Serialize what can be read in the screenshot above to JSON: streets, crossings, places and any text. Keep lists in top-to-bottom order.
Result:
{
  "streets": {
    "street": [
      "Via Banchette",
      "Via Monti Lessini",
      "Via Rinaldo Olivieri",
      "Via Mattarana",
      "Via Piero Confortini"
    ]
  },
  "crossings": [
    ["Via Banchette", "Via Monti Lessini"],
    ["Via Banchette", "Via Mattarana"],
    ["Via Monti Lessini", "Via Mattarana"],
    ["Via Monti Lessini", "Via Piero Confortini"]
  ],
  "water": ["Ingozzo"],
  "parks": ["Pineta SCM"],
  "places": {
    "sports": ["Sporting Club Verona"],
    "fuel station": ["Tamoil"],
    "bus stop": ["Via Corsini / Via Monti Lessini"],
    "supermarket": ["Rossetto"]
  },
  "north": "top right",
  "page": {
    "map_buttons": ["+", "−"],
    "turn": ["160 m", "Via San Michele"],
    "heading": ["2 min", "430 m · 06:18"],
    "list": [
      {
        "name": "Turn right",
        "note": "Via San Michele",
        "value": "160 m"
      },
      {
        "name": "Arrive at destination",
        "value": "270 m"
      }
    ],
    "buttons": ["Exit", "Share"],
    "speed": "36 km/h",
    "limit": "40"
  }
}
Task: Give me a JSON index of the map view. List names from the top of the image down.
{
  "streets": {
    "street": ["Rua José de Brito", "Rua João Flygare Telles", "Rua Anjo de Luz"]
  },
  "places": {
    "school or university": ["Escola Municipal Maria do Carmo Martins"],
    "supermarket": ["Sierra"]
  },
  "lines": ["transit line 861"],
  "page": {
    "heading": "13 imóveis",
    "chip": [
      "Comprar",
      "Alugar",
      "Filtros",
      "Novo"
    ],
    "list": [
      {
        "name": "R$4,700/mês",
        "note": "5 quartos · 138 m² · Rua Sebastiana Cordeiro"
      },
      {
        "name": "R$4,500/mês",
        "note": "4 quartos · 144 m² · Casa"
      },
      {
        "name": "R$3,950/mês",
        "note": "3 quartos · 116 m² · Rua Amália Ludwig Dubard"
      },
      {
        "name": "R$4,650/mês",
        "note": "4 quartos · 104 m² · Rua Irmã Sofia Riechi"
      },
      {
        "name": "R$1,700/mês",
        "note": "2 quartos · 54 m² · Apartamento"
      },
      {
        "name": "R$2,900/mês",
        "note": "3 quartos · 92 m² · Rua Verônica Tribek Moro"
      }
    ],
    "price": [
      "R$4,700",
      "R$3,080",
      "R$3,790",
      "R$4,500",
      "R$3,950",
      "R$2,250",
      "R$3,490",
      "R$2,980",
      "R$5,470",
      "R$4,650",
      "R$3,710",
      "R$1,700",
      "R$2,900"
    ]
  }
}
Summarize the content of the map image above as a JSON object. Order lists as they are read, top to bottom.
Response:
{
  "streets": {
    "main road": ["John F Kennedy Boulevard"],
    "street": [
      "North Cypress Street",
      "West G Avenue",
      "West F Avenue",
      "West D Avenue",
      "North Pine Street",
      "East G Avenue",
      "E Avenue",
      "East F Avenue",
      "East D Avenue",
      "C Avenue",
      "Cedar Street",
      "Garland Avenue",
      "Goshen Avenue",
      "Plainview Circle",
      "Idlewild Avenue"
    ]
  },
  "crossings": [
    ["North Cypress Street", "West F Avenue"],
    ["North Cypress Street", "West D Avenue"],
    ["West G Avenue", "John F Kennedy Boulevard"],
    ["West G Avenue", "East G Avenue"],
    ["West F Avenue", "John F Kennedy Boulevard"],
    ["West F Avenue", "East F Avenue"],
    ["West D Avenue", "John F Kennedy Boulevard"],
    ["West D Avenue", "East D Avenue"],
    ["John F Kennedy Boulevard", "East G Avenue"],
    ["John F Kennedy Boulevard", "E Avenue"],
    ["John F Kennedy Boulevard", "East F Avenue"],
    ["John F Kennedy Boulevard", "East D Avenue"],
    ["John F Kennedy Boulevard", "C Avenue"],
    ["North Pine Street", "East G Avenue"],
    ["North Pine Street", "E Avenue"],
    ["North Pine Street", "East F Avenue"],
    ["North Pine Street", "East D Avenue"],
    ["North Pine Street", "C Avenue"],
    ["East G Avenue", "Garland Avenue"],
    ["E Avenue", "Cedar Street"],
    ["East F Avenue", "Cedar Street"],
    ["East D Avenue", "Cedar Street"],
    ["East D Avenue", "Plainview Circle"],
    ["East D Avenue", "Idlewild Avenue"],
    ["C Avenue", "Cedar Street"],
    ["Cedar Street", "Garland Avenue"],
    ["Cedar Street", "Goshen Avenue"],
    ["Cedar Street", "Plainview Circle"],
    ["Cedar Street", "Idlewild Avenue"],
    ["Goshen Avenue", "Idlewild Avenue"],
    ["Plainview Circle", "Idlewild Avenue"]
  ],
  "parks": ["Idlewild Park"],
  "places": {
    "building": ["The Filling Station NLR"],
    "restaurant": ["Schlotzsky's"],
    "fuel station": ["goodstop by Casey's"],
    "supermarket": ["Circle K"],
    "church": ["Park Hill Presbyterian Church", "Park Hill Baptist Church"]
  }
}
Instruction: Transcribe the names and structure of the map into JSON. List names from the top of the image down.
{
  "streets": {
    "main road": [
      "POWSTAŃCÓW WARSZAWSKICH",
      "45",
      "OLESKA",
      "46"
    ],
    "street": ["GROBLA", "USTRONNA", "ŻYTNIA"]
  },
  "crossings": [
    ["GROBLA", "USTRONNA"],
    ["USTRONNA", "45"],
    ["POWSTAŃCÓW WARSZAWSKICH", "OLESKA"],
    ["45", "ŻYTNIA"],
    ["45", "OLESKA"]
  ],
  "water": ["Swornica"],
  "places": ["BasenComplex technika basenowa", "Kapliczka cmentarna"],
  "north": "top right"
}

• [Assigned task]
Output the data in full, please, exactly as written.

• [Response]
Serialize what can be read in the screenshot above to JSON: streets, crossings, places and any text. Keep lists in top-to-bottom order.
Result:
{
  "streets": {
    "street": [
      "Via Banchette",
      "Via Monti Lessini",
      "Via Rinaldo Olivieri",
      "Via Mattarana",
      "Via Piero Confortini"
    ]
  },
  "crossings": [
    ["Via Banchette", "Via Monti Lessini"],
    ["Via Banchette", "Via Mattarana"],
    ["Via Monti Lessini", "Via Mattarana"],
    ["Via Monti Lessini", "Via Piero Confortini"]
  ],
  "water": ["Ingozzo"],
  "parks": ["Pineta SCM"],
  "places": {
    "sports": ["Sporting Club Verona"],
    "fuel station": ["Tamoil"],
    "bus stop": ["Via Corsini / Via Monti Lessini"],
    "supermarket": ["Rossetto"]
  },
  "north": "top right",
  "page": {
    "map_buttons": ["+", "−"],
    "turn": ["160 m", "Via San Michele"],
    "heading": ["2 min", "430 m · 06:18"],
    "list": [
      {
        "name": "Turn right",
        "note": "Via San Michele",
        "value": "160 m"
      },
      {
        "name": "Arrive at destination",
        "value": "270 m"
      }
    ],
    "buttons": ["Exit", "Share"],
    "speed": "36 km/h",
    "limit": "40"
  }
}
Task: Give me a JSON index of the map view. List names from the top of the image down.
{
  "streets": {
    "street": ["Rua José de Brito", "Rua João Flygare Telles", "Rua Anjo de Luz"]
  },
  "places": {
    "school or university": ["Escola Municipal Maria do Carmo Martins"],
    "supermarket": ["Sierra"]
  },
  "lines": ["transit line 861"],
  "page": {
    "heading": "13 imóveis",
    "chip": [
      "Comprar",
      "Alugar",
      "Filtros",
      "Novo"
    ],
    "list": [
      {
        "name": "R$4,700/mês",
        "note": "5 quartos · 138 m² · Rua Sebastiana Cordeiro"
      },
      {
        "name": "R$4,500/mês",
        "note": "4 quartos · 144 m² · Casa"
      },
      {
        "name": "R$3,950/mês",
        "note": "3 quartos · 116 m² · Rua Amália Ludwig Dubard"
      },
      {
        "name": "R$4,650/mês",
        "note": "4 quartos · 104 m² · Rua Irmã Sofia Riechi"
      },
      {
        "name": "R$1,700/mês",
        "note": "2 quartos · 54 m² · Apartamento"
      },
      {
        "name": "R$2,900/mês",
        "note": "3 quartos · 92 m² · Rua Verônica Tribek Moro"
      }
    ],
    "price": [
      "R$4,700",
      "R$3,080",
      "R$3,790",
      "R$4,500",
      "R$3,950",
      "R$2,250",
      "R$3,490",
      "R$2,980",
      "R$5,470",
      "R$4,650",
      "R$3,710",
      "R$1,700",
      "R$2,900"
    ]
  }
}
Summarize the content of the map image above as a JSON object. Order lists as they are read, top to bottom.
Response:
{
  "streets": {
    "main road": ["John F Kennedy Boulevard"],
    "street": [
      "North Cypress Street",
      "West G Avenue",
      "West F Avenue",
      "West D Avenue",
      "North Pine Street",
      "East G Avenue",
      "E Avenue",
      "East F Avenue",
      "East D Avenue",
      "C Avenue",
      "Cedar Street",
      "Garland Avenue",
      "Goshen Avenue",
      "Plainview Circle",
      "Idlewild Avenue"
    ]
  },
  "crossings": [
    ["North Cypress Street", "West F Avenue"],
    ["North Cypress Street", "West D Avenue"],
    ["West G Avenue", "John F Kennedy Boulevard"],
    ["West G Avenue", "East G Avenue"],
    ["West F Avenue", "John F Kennedy Boulevard"],
    ["West F Avenue", "East F Avenue"],
    ["West D Avenue", "John F Kennedy Boulevard"],
    ["West D Avenue", "East D Avenue"],
    ["John F Kennedy Boulevard", "East G Avenue"],
    ["John F Kennedy Boulevard", "E Avenue"],
    ["John F Kennedy Boulevard", "East F Avenue"],
    ["John F Kennedy Boulevard", "East D Avenue"],
    ["John F Kennedy Boulevard", "C Avenue"],
    ["North Pine Street", "East G Avenue"],
    ["North Pine Street", "E Avenue"],
    ["North Pine Street", "East F Avenue"],
    ["North Pine Street", "East D Avenue"],
    ["North Pine Street", "C Avenue"],
    ["East G Avenue", "Garland Avenue"],
    ["E Avenue", "Cedar Street"],
    ["East F Avenue", "Cedar Street"],
    ["East D Avenue", "Cedar Street"],
    ["East D Avenue", "Plainview Circle"],
    ["East D Avenue", "Idlewild Avenue"],
    ["C Avenue", "Cedar Street"],
    ["Cedar Street", "Garland Avenue"],
    ["Cedar Street", "Goshen Avenue"],
    ["Cedar Street", "Plainview Circle"],
    ["Cedar Street", "Idlewild Avenue"],
    ["Goshen Avenue", "Idlewild Avenue"],
    ["Plainview Circle", "Idlewild Avenue"]
  ],
  "parks": ["Idlewild Park"],
  "places": {
    "building": ["The Filling Station NLR"],
    "restaurant": ["Schlotzsky's"],
    "fuel station": ["goodstop by Casey's"],
    "supermarket": ["Circle K"],
    "church": ["Park Hill Presbyterian Church", "Park Hill Baptist Church"]
  }
}
Instruction: Transcribe the names and structure of the map into JSON. List names from the top of the image down.
{
  "streets": {
    "main road": [
      "POWSTAŃCÓW WARSZAWSKICH",
      "45",
      "OLESKA",
      "46"
    ],
    "street": ["GROBLA", "USTRONNA", "ŻYTNIA"]
  },
  "crossings": [
    ["GROBLA", "USTRONNA"],
    ["USTRONNA", "45"],
    ["POWSTAŃCÓW WARSZAWSKICH", "OLESKA"],
    ["45", "ŻYTNIA"],
    ["45", "OLESKA"]
  ],
  "water": ["Swornica"],
  "places": ["BasenComplex technika basenowa", "Kapliczka cmentarna"],
  "north": "top right"
}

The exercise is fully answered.